Glenn Youngkin campaigns in Roanoke County in 2021. Photo by Dwayne Yancey.

History doesn’t change, but sometimes our understanding of it does.

One day Robert E. Lee is a hero; the next his statue is being sawed in two and hauled away. It’s not just liberals who sometimes say we need to think about our past in a different way. The conservative author Amity Shales has made a career of it, most famously her biography of Calvin Coolidge that tried to reframe him as one of America’s best presidents. You can make the case that the whole Lost Cause phenomenon in the South was conservative revisionist history because it downplayed the role of slavery in leading to the Civil War.

Today it’s my turn to engage in some revisionism, although I have some help – from the 1,663,565 people who voted for Glenn Youngkin for governor.

Until Youngkin’s victory, Virginia had been considered a blue state that was getting bluer with each election. Now, with November’s red wave, we suddenly look a lot more purple. So what gives? Was this year an aberration or was Virginia never as blue as it seemed?

Democrats would prefer the former, and there are certainly a lot of arguments to be made that this year was unique. The political climate favored Republicans, the party had a candidate who inspired an unexpectedly large turnout of conservative voters, while Democrats had a candidate who did not equally inspire his supporters. Even with all that, Republicans barely won – Youngkin came in at 50.57% – but win they did, and that’s ultimately what matters.

No one, least of all Republicans, should be under any illusion that Virginia has suddenly lurched rightward, even though its government will for the next four years. On the other hand, Democrats may be advised not to believe that every election in Virginia will inevitably lead to a Democratic victory. Perhaps they have misunderstood the past decade or so.

Every journalist writing about Virginia politics has, until this year, written that Republicans haven’t won a statewide election since 2009. That makes the Democratic trends sound like an inexorable march to the left. Is it?

First, let’s review the state’s recent electoral history.

2006: Democrat Jim Webb defeats Republican incumbent George Allen for the U.S. Senate, by a margin of 49.6% to 49.2%.

2007: Democrats pick up four seats in the House of Delegates, reducing the Republican majority to 54-44 with one independent (Lacey Putney) who caucuses with Republicans. Democrats pick up five seats in the state Senate to regain a majority with 22 Democrats, 18 Republicans.

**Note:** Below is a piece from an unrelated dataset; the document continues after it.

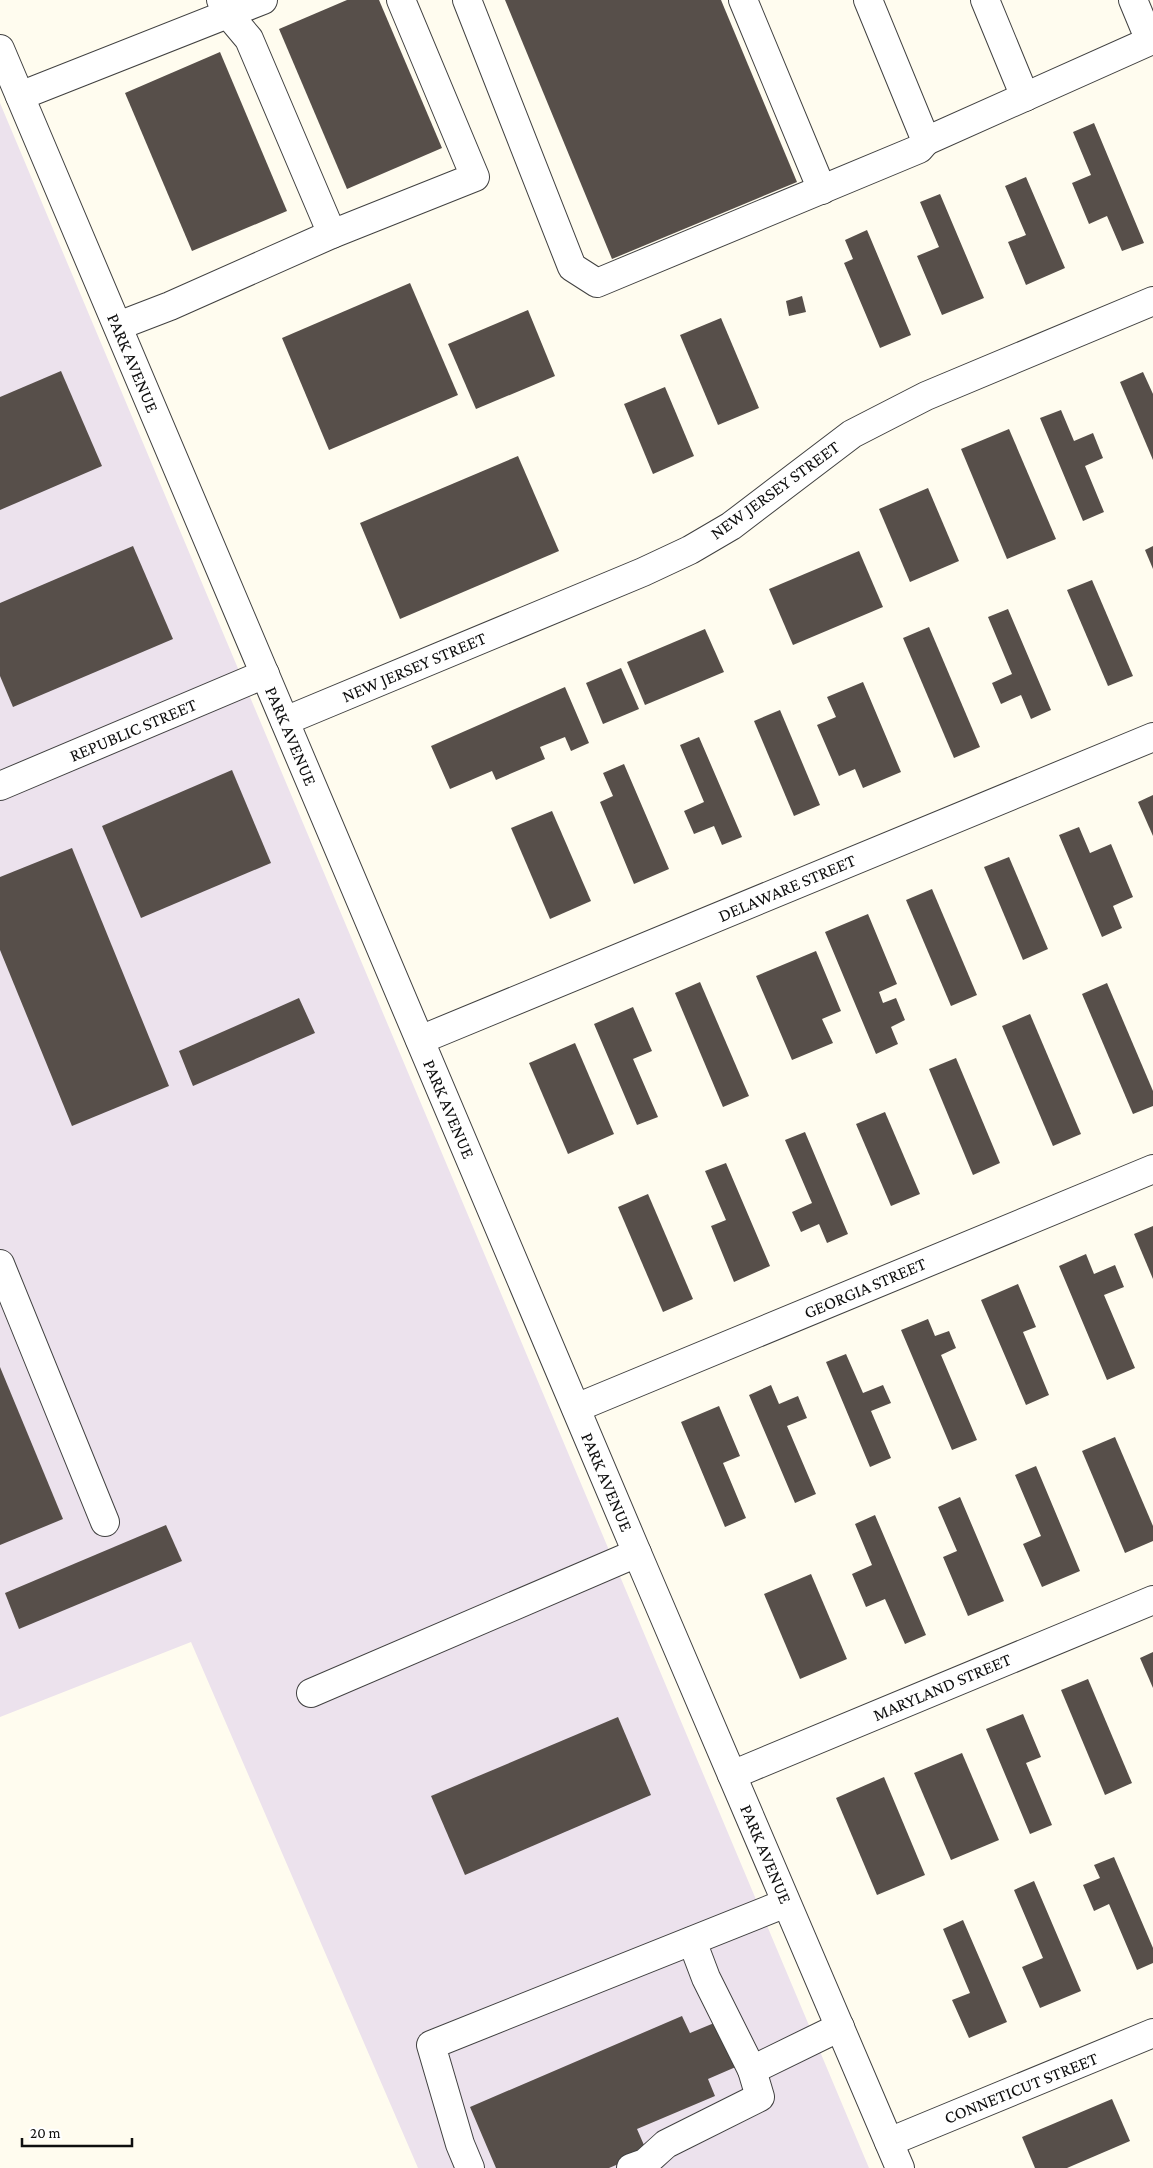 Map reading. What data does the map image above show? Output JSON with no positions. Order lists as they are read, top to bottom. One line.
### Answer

2008: Barack Obama carries Virginia with 53% of the vote, the first Democratic presidential candidate to do so since 1964 and only the second since 1948. Democrat Mark Warner wins the U.S. Senate seat previously held by Republican John Warner, who retired. Warner takes 65% against 33.7% for former governor Jim Gilmore. Virginia now has two Democratic U.S. senators for the first time since 1970.

2009: Republicans sweep governor, lieutenant governor and attorney general, with Bob McDonnell taking 59%, the highest percentage ever for a Republican candidate for governor in Virginia and the highest for either party since 1961, when Virginia was still effectively a one-party state. Republicans pick up five seats in the House of Delegates and now control 59 seats out of 100. (With two independents caucusing with Republicans, the effective count was 61).

2011: Republicans pick up seven more seats in the House of Delegates and now control 66 — 67 if you add in an independent. Republicans pick up two seats in the state Senate, forcing a tie of 20-20.

2012: Obama carries Virginia again, but with a smaller majority of 51%. Jim Webb retires; Democrat Tim Kaine wins his Senate seat, taking 52.8% against former U.S. Sen. George Allen.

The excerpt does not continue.